A couple of years ago, whilst I was at Madgex, James and Martin ran a discussion session around this video

I liked the idea and the concept of derisking deployments, but the architecture/complexity of the systems we had didn’t suit it. Now I’ve moved on, and have a much simpler architecture to work with, this became a realistic possiblity. So, I’m really pleased to have now got a system that does automatic daily deployments to test. I’m not brave enough to have switched it to do live deployments like that yet, but they use the same interface, so there will soon be no reason why they shouldn’t - and in reality the only difference is that I currently get to control the time when a deployment to live happens. The mechanics are the same.

We’ve built our continuous integration environment on top of Jenkins. It polls our hosted git repositories and builds when it detects changes (ideally, this would be a post-commit hook). Any dependent projects are set up to build as a result of a successful build of the project it is dependent on. The projects which have embedded tests get run, and failing tests cause the build to be flagged as a failure. We can manually deploy at any stage if we need to by simply pressing the “Run build” icon on jenkins (I have a “Deploy To Test” job within jenkins). But if we don’t then they’ll get deployed the following morning anyway.

This is because early every morning (before any of us are in), the deployment tool runs, deploys anything that is waiting, emails a summary to the shared email account and then triggers off a batch of end-to-end tests. This means that when we get in we know that the test system is up to date and a basic set of tests have run (and hopefully succeeded). Every weekend a larger batch of end to end tests gets run automatically as well, again just to exercise the system from an automated load test perspective.

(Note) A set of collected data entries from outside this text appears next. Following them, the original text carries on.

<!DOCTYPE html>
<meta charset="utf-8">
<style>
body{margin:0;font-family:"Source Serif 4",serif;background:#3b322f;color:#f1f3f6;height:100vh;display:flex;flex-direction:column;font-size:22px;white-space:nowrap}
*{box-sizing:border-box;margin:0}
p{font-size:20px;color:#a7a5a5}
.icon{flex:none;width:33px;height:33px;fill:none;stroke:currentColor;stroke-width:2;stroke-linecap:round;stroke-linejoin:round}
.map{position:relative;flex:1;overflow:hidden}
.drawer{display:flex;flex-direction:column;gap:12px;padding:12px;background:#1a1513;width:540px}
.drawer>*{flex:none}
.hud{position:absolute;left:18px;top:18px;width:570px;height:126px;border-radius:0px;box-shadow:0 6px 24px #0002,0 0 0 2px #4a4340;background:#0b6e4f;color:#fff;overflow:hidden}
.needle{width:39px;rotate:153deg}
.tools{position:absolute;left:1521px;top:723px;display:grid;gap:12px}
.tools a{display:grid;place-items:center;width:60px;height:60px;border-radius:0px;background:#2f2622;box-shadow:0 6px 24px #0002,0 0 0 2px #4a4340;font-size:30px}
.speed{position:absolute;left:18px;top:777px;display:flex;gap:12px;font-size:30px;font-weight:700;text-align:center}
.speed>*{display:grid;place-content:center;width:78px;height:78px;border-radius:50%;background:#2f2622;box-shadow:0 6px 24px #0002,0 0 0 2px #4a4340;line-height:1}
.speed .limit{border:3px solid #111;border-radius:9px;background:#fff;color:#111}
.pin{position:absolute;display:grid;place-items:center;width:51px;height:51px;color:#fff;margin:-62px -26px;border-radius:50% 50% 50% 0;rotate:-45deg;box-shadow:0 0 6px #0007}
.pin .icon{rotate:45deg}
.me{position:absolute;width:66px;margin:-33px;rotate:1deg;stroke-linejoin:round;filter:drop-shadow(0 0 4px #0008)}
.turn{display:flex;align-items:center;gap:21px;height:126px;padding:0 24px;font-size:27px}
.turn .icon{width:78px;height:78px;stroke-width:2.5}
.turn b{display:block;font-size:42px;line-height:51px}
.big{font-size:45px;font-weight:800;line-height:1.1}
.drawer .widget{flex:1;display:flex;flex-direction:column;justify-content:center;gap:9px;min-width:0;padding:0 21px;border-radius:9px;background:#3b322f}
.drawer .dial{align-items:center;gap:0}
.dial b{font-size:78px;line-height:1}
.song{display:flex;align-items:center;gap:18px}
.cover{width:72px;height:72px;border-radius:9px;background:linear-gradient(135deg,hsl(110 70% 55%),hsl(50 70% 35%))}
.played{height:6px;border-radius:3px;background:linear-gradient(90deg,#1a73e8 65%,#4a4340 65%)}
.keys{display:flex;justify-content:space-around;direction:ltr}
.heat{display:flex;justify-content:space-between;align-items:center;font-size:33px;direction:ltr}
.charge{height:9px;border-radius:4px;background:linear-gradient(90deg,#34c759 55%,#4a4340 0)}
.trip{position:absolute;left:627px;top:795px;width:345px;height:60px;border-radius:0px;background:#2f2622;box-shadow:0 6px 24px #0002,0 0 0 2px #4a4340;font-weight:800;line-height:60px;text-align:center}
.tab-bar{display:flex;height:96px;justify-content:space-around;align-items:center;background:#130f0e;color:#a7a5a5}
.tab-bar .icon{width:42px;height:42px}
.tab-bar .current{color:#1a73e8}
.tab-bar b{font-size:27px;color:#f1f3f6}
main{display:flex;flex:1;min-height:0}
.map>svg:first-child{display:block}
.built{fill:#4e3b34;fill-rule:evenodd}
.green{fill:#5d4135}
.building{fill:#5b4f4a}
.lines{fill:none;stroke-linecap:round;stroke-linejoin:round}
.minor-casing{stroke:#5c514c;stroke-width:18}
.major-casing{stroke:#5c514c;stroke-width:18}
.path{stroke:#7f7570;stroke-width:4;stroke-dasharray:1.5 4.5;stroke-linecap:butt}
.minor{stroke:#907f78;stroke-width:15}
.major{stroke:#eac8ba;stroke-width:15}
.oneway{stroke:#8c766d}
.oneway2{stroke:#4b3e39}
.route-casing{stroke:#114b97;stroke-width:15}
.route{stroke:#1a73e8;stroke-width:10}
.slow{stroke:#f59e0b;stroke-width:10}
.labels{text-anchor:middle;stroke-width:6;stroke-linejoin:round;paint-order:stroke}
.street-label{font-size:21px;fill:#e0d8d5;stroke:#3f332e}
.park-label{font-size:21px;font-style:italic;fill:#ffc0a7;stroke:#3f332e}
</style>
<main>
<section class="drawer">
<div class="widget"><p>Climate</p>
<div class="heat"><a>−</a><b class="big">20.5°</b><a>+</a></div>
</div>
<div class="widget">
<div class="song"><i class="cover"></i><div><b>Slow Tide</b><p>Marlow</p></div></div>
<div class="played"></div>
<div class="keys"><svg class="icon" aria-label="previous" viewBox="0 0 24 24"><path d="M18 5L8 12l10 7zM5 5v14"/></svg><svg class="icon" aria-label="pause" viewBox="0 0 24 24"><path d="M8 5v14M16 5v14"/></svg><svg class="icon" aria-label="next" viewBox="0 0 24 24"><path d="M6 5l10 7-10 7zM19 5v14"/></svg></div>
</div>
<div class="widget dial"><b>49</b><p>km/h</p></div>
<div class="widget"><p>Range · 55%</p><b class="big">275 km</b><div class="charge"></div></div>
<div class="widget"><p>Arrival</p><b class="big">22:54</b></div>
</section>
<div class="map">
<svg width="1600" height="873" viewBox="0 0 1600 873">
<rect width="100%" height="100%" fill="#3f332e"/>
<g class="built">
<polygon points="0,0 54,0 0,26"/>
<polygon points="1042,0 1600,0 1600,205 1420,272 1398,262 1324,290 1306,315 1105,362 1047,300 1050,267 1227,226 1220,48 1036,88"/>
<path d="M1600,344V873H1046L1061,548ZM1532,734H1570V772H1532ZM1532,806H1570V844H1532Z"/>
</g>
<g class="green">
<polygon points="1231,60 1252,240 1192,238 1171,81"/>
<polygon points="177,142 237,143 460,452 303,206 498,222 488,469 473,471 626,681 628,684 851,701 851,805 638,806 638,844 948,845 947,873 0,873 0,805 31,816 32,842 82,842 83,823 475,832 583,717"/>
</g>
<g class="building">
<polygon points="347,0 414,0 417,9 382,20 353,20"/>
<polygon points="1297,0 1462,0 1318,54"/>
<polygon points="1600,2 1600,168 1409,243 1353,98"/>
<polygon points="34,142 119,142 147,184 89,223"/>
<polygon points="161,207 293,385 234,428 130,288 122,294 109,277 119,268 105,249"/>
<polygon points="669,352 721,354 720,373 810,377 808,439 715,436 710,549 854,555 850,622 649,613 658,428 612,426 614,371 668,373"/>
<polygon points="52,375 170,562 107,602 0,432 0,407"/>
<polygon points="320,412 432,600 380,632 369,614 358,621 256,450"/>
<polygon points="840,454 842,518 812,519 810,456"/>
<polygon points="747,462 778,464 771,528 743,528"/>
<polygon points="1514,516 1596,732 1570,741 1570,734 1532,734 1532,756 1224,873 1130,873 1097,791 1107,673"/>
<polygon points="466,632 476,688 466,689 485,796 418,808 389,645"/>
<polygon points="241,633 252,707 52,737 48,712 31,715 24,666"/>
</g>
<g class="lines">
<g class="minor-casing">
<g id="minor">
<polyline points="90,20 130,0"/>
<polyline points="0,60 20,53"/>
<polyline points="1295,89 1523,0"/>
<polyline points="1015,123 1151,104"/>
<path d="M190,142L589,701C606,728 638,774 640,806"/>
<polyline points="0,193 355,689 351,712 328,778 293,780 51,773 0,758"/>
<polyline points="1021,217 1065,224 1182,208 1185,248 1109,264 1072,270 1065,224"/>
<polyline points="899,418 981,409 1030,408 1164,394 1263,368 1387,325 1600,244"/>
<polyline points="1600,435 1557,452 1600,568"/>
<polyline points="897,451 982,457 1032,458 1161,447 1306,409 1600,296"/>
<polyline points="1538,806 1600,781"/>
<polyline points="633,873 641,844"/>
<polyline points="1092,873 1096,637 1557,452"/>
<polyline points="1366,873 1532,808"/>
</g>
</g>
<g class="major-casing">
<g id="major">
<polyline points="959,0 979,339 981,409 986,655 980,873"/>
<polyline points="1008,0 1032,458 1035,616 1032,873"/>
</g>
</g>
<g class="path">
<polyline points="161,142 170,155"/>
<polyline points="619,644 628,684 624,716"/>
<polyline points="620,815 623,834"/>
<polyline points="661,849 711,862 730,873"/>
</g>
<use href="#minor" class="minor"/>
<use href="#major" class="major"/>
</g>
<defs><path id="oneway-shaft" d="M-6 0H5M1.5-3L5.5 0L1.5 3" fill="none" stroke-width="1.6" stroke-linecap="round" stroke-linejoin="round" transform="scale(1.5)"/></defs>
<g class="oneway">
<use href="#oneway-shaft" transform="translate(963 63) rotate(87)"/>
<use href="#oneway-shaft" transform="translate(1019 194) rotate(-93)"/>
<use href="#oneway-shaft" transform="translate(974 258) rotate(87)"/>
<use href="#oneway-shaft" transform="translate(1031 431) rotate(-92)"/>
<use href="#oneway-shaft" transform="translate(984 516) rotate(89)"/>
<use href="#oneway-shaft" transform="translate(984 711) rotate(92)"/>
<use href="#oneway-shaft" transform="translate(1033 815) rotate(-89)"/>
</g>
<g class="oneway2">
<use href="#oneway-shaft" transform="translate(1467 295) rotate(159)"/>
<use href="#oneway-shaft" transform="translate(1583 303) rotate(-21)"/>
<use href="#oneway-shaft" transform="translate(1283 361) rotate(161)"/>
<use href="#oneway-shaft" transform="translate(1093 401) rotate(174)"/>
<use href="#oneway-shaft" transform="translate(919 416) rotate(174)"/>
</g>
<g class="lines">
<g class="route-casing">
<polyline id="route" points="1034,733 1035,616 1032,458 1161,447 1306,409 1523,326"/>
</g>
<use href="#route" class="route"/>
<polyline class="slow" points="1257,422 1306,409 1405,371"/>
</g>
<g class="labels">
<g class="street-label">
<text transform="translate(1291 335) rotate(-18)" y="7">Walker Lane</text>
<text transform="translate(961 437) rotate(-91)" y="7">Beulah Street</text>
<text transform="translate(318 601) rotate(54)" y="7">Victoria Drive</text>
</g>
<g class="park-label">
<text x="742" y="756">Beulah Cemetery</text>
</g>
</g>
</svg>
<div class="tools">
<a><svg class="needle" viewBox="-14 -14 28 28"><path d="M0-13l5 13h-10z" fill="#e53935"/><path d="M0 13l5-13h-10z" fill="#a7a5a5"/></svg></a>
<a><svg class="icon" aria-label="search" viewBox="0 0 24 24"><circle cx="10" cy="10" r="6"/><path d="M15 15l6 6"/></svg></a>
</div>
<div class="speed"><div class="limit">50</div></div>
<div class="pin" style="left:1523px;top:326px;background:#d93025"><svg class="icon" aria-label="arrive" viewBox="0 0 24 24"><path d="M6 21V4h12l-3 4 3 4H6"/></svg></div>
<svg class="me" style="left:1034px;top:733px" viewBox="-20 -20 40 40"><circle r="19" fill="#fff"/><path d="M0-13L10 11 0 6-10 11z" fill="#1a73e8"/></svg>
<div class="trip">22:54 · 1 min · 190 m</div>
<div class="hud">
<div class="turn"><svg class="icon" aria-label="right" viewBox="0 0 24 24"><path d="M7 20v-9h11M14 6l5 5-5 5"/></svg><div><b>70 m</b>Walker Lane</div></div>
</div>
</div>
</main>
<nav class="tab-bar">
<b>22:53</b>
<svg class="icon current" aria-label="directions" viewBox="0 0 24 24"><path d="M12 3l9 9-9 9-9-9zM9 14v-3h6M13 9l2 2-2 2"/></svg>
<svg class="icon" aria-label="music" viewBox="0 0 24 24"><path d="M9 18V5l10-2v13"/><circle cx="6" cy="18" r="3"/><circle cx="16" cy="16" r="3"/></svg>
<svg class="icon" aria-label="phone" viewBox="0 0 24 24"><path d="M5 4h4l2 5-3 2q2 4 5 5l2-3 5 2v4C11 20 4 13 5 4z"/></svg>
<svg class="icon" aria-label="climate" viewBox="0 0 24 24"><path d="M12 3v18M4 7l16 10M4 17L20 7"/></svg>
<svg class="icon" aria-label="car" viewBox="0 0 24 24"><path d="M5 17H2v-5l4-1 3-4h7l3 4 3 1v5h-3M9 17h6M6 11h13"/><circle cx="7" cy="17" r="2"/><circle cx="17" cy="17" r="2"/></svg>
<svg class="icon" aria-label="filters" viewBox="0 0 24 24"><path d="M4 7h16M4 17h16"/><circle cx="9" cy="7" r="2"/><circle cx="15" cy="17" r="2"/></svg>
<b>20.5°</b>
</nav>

We’ve been running like this for a month or so now, and it seems to be going really smoothly. I’m finding jenkins really easy to work with and manage and we’re gradually increasing the amount of unit tests and end to end tests to continue this process. Perhaps most important is that deployments are no longer quite as scary, happen more often and are being done by more members of the team, rather than relying on a specialist.

So, thanks James and Martin for planting the idea. I did listen.